Secondary Indexes Reference

Note: Riak Search preferred for querying

If you’re interested in non-primary-key-based querying in Riak, i.e. if you’re looking to go beyond straightforward K/V operations, we now recommend Riak Search rather than secondary indexes for a variety of reasons. Riak Search has a far more capacious querying API and can be used with all of Riak’s storage backends.

This document provides implementation and other details for Riak’s secondary indexes (2i) feature.

How It Works

Secondary indexes use document-based partitioning, a system where indexes reside with each document, local to the vnode. This system is also a local index. Secondary indexes are a list of key/value pairs that are similar to HTTP headers. At write time, objects are tagged with index entries consisting of key/value metadata. This metadata can be queried to retrieve the matching keys.

Secondary Index

Indexes reside on multiple machines. Since indexes for an object are stored on the same partition as the object itself, query-time performance issues might arise. When issuing a query, the system must read from a “covering” set of partitions and then merge the results. The system looks at how many replicas of data are stored—the N value or n_val—and determines the minimum number of partitions that it must examine (1 / n_val) to retrieve a full set of results, also taking into account any offline nodes.

An application can modify the indexes for an object by reading an object, adding or removing index entries, and then writing the object. Finally, an object is automatically removed from all indexes when it is deleted. The object’s value and its indexes should be thought of as a single unit. There is no way to alter the indexes of an object independently from the value of an object, and vice versa. Indexing is atomic, and is updated in real time when writing an object. This means that an object will be present in future index queries as soon as the write operation completes.

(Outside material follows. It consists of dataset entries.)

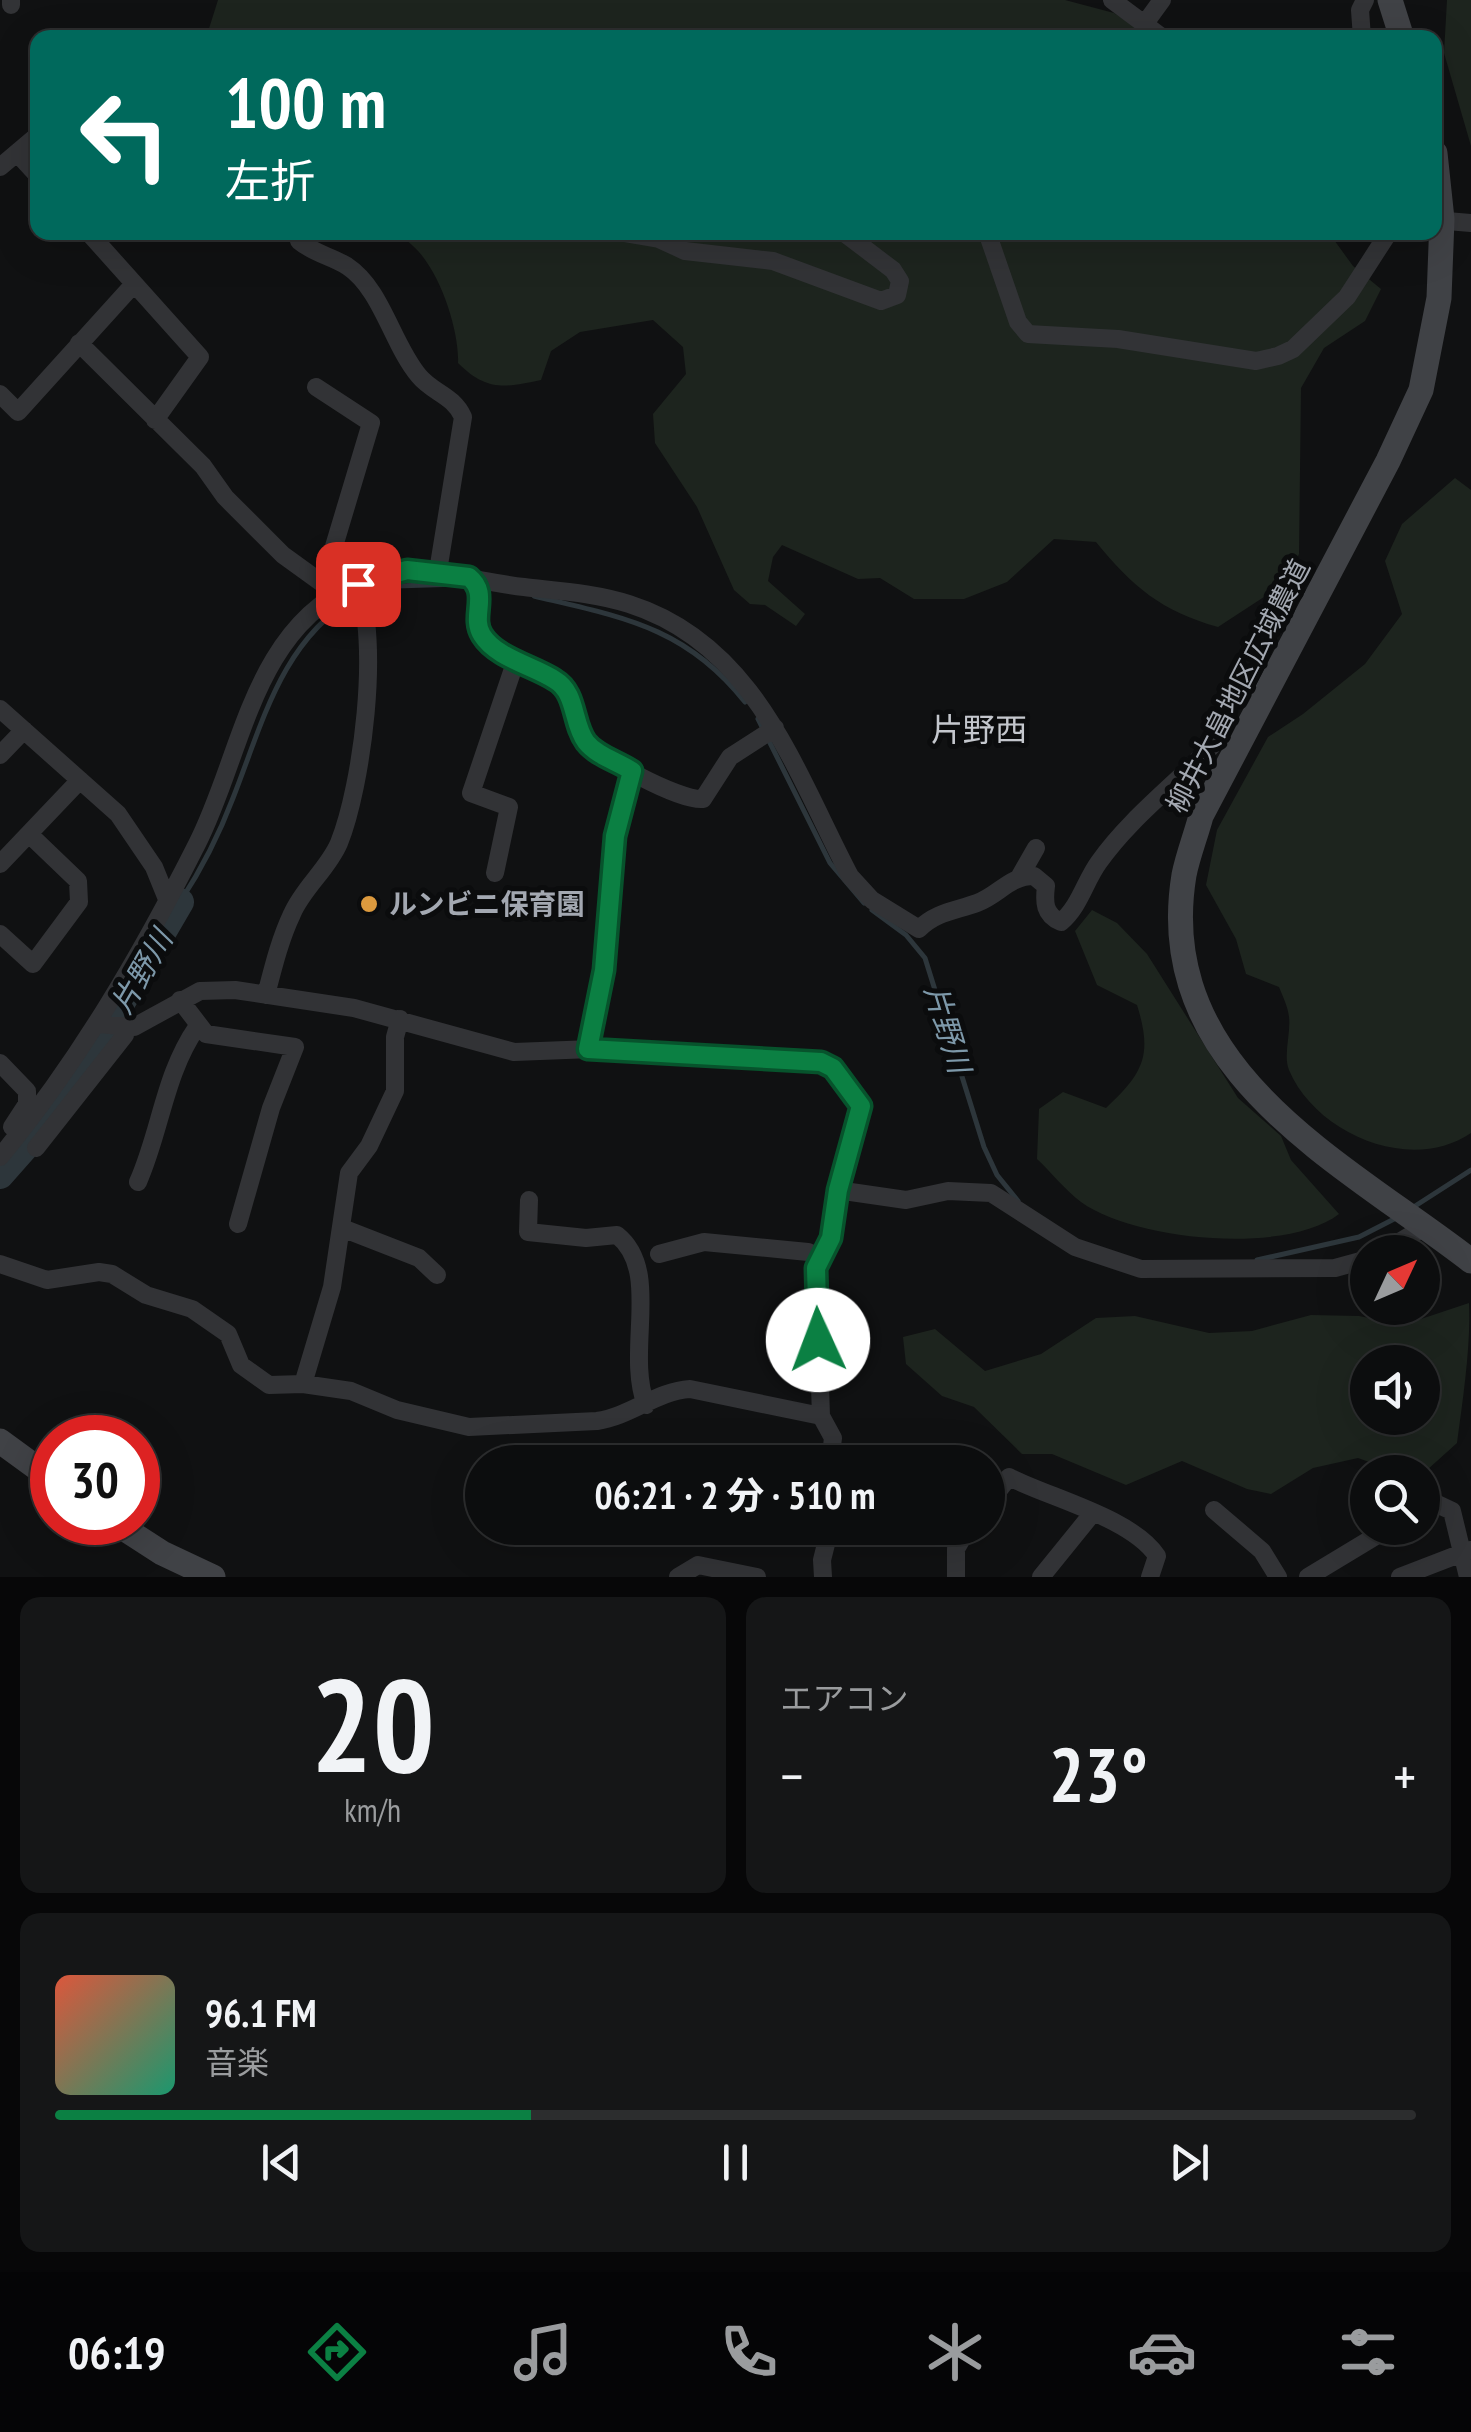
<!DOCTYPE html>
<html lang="ja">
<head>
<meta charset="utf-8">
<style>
	:root { --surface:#0c0d0e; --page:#151617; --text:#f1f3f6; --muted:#9a9c9e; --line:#2c2d2e; --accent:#0b8043 }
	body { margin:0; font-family:"PT Sans Narrow","Noto Sans JP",sans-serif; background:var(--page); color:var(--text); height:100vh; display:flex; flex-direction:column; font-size:38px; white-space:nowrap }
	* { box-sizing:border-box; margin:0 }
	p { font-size:32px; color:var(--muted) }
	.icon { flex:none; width:55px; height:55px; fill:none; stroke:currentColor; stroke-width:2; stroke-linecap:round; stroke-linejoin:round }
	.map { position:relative; height:1577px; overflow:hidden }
	.side { display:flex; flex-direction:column; gap:20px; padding:20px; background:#070708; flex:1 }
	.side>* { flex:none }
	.hud { position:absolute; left:30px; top:30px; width:1412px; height:210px; border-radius:20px; box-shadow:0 10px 40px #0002,0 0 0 2px var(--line); background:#00695c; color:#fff; overflow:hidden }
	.needle { width:65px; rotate:46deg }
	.controls { position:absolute; left:1350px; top:1235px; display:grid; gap:20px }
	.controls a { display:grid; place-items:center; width:90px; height:90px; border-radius:50%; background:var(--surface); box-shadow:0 10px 40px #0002,0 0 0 2px var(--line); font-size:50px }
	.speed { position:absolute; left:30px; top:1415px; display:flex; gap:20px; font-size:50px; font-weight:700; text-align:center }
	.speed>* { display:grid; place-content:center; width:130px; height:130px; border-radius:50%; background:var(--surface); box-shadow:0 10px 40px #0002,0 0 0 2px var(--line); line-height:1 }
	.speed .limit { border:15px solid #d22; background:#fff; color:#111 }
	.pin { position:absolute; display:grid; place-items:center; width:85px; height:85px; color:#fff; margin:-42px; border-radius:20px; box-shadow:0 5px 15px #0006 }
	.me { position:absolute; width:110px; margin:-55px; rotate:358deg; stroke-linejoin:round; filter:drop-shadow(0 0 8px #0008) }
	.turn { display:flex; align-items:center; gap:35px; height:210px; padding:0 30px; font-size:45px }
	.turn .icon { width:130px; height:130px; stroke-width:2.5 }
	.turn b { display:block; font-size:70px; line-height:85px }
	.big { font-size:75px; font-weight:700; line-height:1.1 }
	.side .widget { flex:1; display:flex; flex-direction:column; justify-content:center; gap:15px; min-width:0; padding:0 35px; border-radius:20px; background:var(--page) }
	.side .dial { align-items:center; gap:0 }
	.dial b { font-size:130px; line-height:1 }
	.song { display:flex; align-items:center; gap:30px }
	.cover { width:120px; height:120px; border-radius:15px; background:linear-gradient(135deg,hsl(10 70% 55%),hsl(160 70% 35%)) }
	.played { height:10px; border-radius:5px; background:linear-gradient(90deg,var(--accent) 35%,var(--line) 35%) }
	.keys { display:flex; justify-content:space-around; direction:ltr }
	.heat { display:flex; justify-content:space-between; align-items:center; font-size:55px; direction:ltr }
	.side .tiles { flex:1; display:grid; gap:20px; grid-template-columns:1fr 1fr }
	.widget:last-child { grid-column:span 2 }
	.trip { position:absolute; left:465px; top:1445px; width:540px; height:100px; border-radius:50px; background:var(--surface); box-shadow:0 10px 40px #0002,0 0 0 2px var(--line); font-weight:700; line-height:100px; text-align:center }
	.tabs { display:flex; height:160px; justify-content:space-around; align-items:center; background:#050506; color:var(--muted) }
	.tabs .icon { width:70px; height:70px }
	.tabs .active { color:var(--accent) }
	.tabs b { font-size:45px; color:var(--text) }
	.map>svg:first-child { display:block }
	.green { fill:#1d241e; fill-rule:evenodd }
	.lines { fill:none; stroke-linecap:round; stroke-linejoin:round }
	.stream { stroke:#2d363b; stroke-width:5 }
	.river { stroke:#2d363b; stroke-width:28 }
	.street { stroke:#323336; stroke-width:18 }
	.secondary { stroke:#404246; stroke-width:25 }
	.route-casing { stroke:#07532c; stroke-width:25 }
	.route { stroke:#0b8043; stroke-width:18 }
	.poi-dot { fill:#dc9a3e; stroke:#0b0c0d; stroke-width:4 }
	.labels { text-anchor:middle; stroke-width:10; stroke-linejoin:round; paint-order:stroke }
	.street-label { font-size:28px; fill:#a3a8b1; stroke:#0b0c0d }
	.poi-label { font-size:28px; font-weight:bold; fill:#a3a8b1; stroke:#0b0c0d; text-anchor:start }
	.water-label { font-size:30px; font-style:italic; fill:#7d98a9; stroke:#0b0c0d }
	.quarter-label { font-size:32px; fill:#c4c7cd; stroke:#0b0c0d }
</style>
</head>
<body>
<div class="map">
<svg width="1471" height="1577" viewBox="0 0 1471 1577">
	<rect width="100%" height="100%" fill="#101112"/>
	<!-- green -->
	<path class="green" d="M218,0H1065L1114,13L1153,37L206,38Z
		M1447,0H1471V146L1444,53Z
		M345,233H1329L1353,266L1381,289L1365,321L1324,348L1301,388L1299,554L1287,582L1218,627C1161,611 1133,587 1096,542L1054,539L1007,582L964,599H914L880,578L858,579L782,545L773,557L768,581L805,614L796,626L765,605L750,604L734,590L697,507L655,443L653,414L686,374L683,347L653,320L580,332L551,351L541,380C504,388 486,391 458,363C460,327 432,241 391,234C375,232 359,239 345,233Z
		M1455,478L1471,490V1133C1411,1174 1316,1134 1289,1070C1283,1056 1291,1033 1289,1017C1288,1007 1283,997 1279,987L1246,974L1236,939L1206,885L1217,830L1268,737L1303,714L1365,664L1402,614L1385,561L1402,524Z
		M1092,910L1117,923L1147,954L1238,1098L1281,1136L1291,1160L1339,1214C1286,1255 1135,1241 1081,1202C1065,1190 1051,1172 1037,1159L1039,1109L1063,1092L1106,1108C1143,1073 1153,1056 1137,1005L1097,985L1075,931Z
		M1469,1303C1471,1345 1463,1399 1457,1443L1427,1470L1397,1472L1358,1458L1313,1468L1271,1494L1247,1489L1182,1461L1126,1485L1052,1454H1022L974,1407L942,1396L906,1364L903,1337L935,1329L985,1371L1041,1354L1096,1318L1135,1316L1209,1333L1252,1331L1311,1315L1359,1316L1403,1325ZM1422,1362V1418H1368V1362Z"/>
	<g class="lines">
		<!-- stream -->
		<path class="stream" d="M365,593L396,586L459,584
			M534,596C622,617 686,627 745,702
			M758,719L830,863L864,903
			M180,902C201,870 219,835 233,798C263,722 281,642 355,597
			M872,910L906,935L925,958L984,1147L997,1175L1018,1201
			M1412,1208L1471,1170
			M1257,1260L1359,1237L1398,1217"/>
		<!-- river -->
		<path class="river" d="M0,1175L61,1106L180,902"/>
		<!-- street -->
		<path class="street" d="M1112,0L1163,38
			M11,5V0
			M1146,22L1162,0
			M1362,38L1360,10L1365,0
			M17,153L38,176
			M0,167L38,135
			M1435,220L1471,223
			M88,232L200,357L155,420
			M305,232L299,241C315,254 331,256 347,266C382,289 392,344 419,376C433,393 453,395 463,417L438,571
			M618,232L659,239L685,251L773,261L881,301L897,295L900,281L893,270L843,232
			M987,232L1018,322L1028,334L1118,339L1256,361L1278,356L1293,349L1347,297L1389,232
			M79,343L203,466L225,497L283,555L337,594
			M316,387L371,423L332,553L337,594
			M0,394L18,412L133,285
			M469,577C490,594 471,614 482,634C496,660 537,665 559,682C575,695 572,720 583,737C596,757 680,801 703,799L730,757L775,728
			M0,709L118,814L154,867L167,899
			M0,755L24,730
			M0,864L80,780
			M495,873L509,807L471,793L516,660
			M1020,876L1036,848
			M0,934L33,964L79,902L78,881L29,834
			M266,995C273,968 280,939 292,914C303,888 328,869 339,843C362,786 381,640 357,583
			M180,1000L206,1034L295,1047L271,1108L238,1224
			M588,1049L604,970L615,836L632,771
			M0,1063L27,1091V1104L12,1127
			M36,1148L125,1035L124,1029
			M0,1157C79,1061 141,955 197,844C242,756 252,631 354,585C412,559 464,580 524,587C559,591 595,593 629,604C755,644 794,769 850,876L872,900L919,929C936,912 955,911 977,903C999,895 1009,876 1034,876L1046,886C1044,902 1044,915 1061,922C1080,906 1085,881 1099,862C1133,814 1183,779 1221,736L1242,737
			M138,1182C161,1130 164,1075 197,1027
			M837,1190L906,1200L948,1191L991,1193L1075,1247L1141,1269L1335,1268L1368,1259
			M529,1200L528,1232L586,1238L617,1235C662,1271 625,1350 646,1405
			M342,1228L419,1258L437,1275
			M1383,1252L1426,1226
			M659,1254L704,1242L808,1252L819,1257
			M0,1264L47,1280L99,1272L112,1274L146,1295L192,1309L228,1334L241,1365L269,1385L303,1384L351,1391L397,1410L469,1427L597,1421C631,1416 657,1391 690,1389L821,1416L816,1268L831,1238L837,1190L861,1114V1106L833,1068L821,1062L592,1049L514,1052L354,1008L235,990L200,991L134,1027L98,1024
			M303,1384L332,1287L349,1173L369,1146L395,1091V1037L400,1019
			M821,1416L833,1438L830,1462
			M988,1504L1009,1477C1050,1498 1132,1518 1157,1556L1150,1577
			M1422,1507L1435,1503L1452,1511L1468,1577
			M1214,1510L1262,1551L1278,1577
			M678,1577L698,1565L757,1577
			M823,1577L822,1560L830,1528
			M956,1577V1549L968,1528
			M1041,1577L1092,1514
			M1308,1577L1389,1528
			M1400,1577L1470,1550"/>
		<!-- secondary -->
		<path class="secondary" d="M1390,0L1402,38
			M1435,153L1442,219L1439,298L1421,390L1388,461L1201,816C1196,835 1188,855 1184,875C1152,1070 1343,1162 1471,1261
			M0,1441L52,1479
			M114,1522L162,1553L213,1577"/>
	</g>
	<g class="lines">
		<!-- route casing -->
		<g class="route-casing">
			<path id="route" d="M358,584L407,570L469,577C490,594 470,616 482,635C496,658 534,666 555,680C577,693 572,723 586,742C597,756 617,761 632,771L615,836L604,970L588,1049L821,1062L833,1068L861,1106L838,1190L831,1238L816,1268L818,1340"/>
		</g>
		<!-- route -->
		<use href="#route" class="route"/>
	</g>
	<!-- markers -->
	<circle class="poi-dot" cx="369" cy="904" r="10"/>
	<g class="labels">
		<!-- street labels -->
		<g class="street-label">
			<text transform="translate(1238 686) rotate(-63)" y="10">柳井大畠地区広域農道</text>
		</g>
		<!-- poi labels -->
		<g class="poi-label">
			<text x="389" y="914">ルンビニ保育園</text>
		</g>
		<!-- water labels -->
		<g class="water-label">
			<text transform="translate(142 972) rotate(-60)" y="10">片野川</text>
			<text transform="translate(947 1029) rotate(73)" y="10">片野川</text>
		</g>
		<!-- quarter labels -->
		<g class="quarter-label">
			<text x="979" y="741">片野西</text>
		</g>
	</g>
</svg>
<div class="controls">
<a><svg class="needle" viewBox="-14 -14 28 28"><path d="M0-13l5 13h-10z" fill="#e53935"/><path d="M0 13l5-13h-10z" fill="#9a9c9e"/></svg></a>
<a><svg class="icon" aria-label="sound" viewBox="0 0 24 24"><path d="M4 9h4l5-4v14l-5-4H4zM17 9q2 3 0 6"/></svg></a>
<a><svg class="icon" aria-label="search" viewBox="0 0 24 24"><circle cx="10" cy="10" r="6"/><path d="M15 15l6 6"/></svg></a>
</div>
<div class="speed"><div class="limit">30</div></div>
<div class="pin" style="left:358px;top:584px;background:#d93025"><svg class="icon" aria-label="arrive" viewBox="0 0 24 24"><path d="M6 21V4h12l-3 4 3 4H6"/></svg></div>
<svg class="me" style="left:818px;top:1340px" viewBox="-20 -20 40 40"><circle r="19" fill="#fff"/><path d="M0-13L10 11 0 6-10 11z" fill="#0b8043"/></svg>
<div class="trip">06:21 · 2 分 · 510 m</div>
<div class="hud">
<div class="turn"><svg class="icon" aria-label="left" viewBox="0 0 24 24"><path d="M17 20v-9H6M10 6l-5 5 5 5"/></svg><div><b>100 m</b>左折</div></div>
</div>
</div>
<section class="side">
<div class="tiles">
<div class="widget dial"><b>20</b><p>km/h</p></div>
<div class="widget"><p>エアコン</p>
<div class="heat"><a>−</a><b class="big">23°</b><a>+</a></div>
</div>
<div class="widget">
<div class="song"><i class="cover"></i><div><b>96.1 FM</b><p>音楽</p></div></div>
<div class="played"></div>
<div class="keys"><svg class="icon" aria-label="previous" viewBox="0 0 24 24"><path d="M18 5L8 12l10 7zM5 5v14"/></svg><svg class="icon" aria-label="pause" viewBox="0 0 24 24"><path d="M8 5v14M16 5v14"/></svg><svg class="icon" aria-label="next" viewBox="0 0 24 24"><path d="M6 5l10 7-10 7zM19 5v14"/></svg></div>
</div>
</div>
</section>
<nav class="tabs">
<b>06:19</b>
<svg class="icon active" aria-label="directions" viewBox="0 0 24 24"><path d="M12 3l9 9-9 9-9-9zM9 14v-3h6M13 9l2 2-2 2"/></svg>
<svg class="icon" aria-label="music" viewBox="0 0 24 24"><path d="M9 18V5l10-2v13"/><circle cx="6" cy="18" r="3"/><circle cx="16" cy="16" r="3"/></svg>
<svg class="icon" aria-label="phone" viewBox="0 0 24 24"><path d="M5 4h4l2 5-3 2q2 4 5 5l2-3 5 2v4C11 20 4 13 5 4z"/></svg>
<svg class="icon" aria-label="climate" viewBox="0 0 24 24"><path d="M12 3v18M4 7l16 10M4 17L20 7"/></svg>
<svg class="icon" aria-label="car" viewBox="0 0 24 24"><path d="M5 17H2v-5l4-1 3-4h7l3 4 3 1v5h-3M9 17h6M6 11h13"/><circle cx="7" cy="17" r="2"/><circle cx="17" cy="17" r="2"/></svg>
<svg class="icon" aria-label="filters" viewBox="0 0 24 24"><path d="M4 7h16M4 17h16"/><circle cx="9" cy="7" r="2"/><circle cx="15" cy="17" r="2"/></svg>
</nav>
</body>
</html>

Riak stores 3 replicas of all objects by default, although this can be changed using bucket types, which manage buckets’ replication properties. The system is capable of generating a full set of results from one third of the system’s partitions as long as it chooses the right set of partitions. The query is sent to each partition, the index data is read, and a list of keys is generated and then sent back to the requesting node.

Note on 2i and strong consistency

Secondary indexes do not currently work with the strong consistency feature introduced in Riak version 2.0. If you store objects in strongly consistent buckets and attach secondary index metadata to those objects, you can still perform strongly consistent operations on those objects but the secondary indexes will be ignored.